■ **Given data**
■ ■ ■

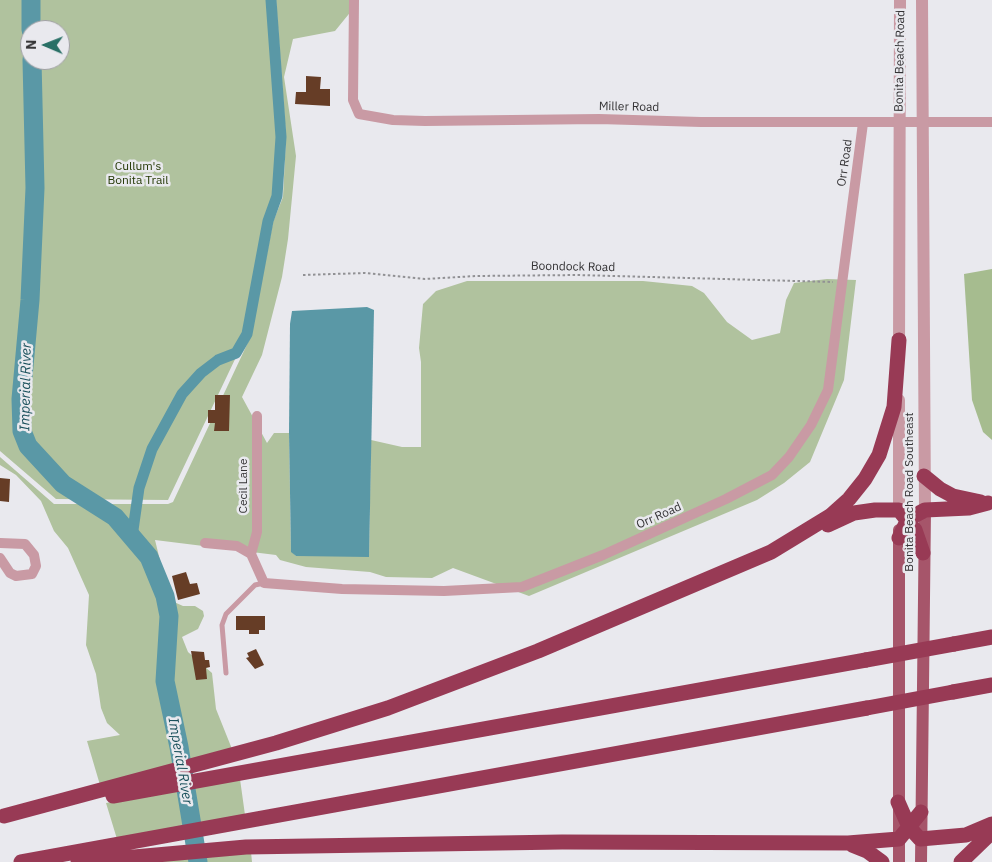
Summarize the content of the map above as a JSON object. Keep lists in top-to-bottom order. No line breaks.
{"streets":{"main road":["Bonita Beach Road Southeast"],"street":["Bonita Beach Road","Miller Road","Orr Road","Cecil Lane"],"path":["Boondock Road"]},"crossings":[["Bonita Beach Road","Miller Road"],["Bonita Beach Road","Bonita Beach Road Southeast"],["Miller Road","Orr Road"],["Miller Road","Bonita Beach Road Southeast"],["Orr Road","Boondock Road"]],"water":["Imperial River"],"parks":["Cullum's Bonita Trail"],"north":"left"}
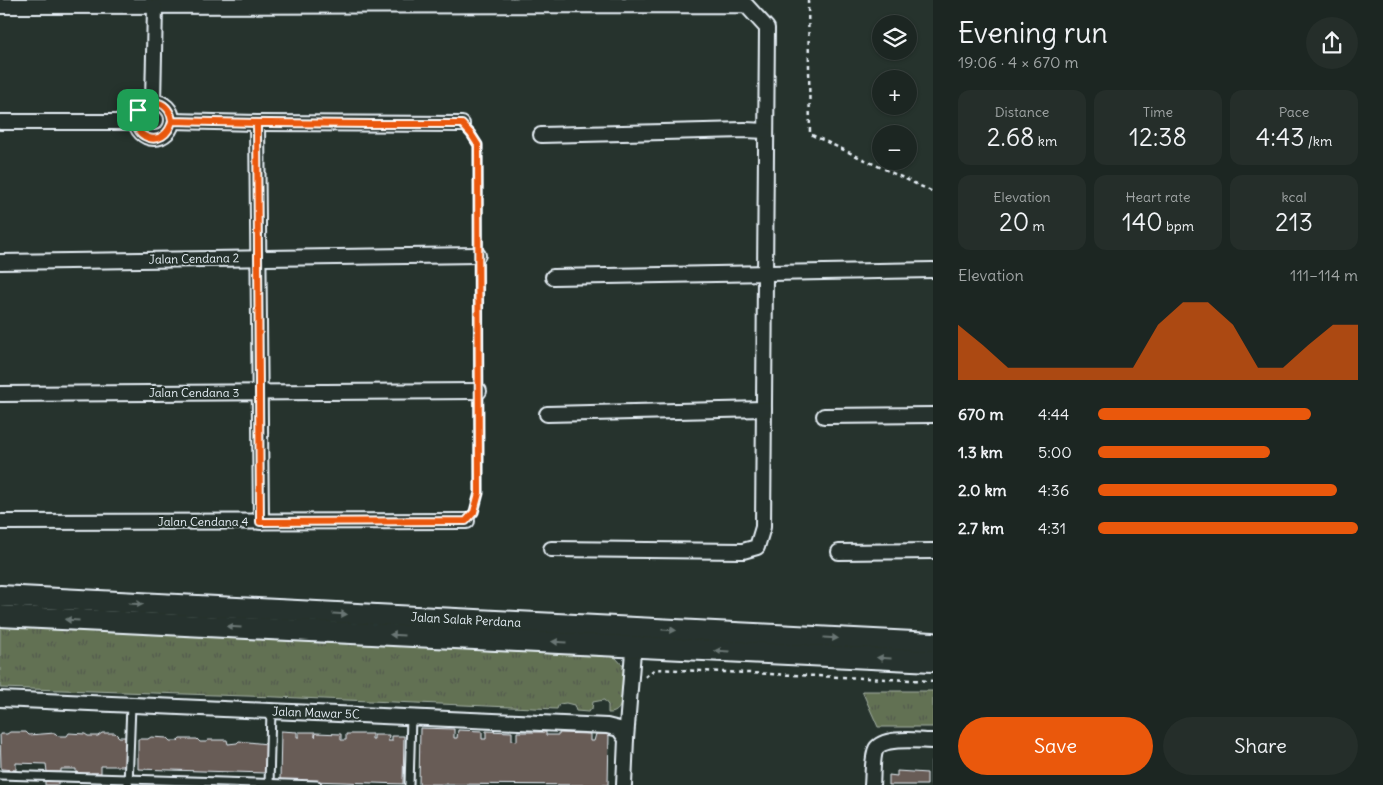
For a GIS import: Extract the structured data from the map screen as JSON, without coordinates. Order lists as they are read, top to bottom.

■ ■ ■

■ **Required action**
Omit the pictures, then retype the remaining material without a single change.

■ **Output of the task**
Summarize the content of the map above as a JSON object. Keep lists in top-to-bottom order. No line breaks.
{"streets":{"main road":["Bonita Beach Road Southeast"],"street":["Bonita Beach Road","Miller Road","Orr Road","Cecil Lane"],"path":["Boondock Road"]},"crossings":[["Bonita Beach Road","Miller Road"],["Bonita Beach Road","Bonita Beach Road Southeast"],["Miller Road","Orr Road"],["Miller Road","Bonita Beach Road Southeast"],["Orr Road","Boondock Road"]],"water":["Imperial River"],"parks":["Cullum's Bonita Trail"],"north":"left"}
For a GIS import: Extract the structured data from the map screen as JSON, without coordinates. Order lists as they are read, top to bottom.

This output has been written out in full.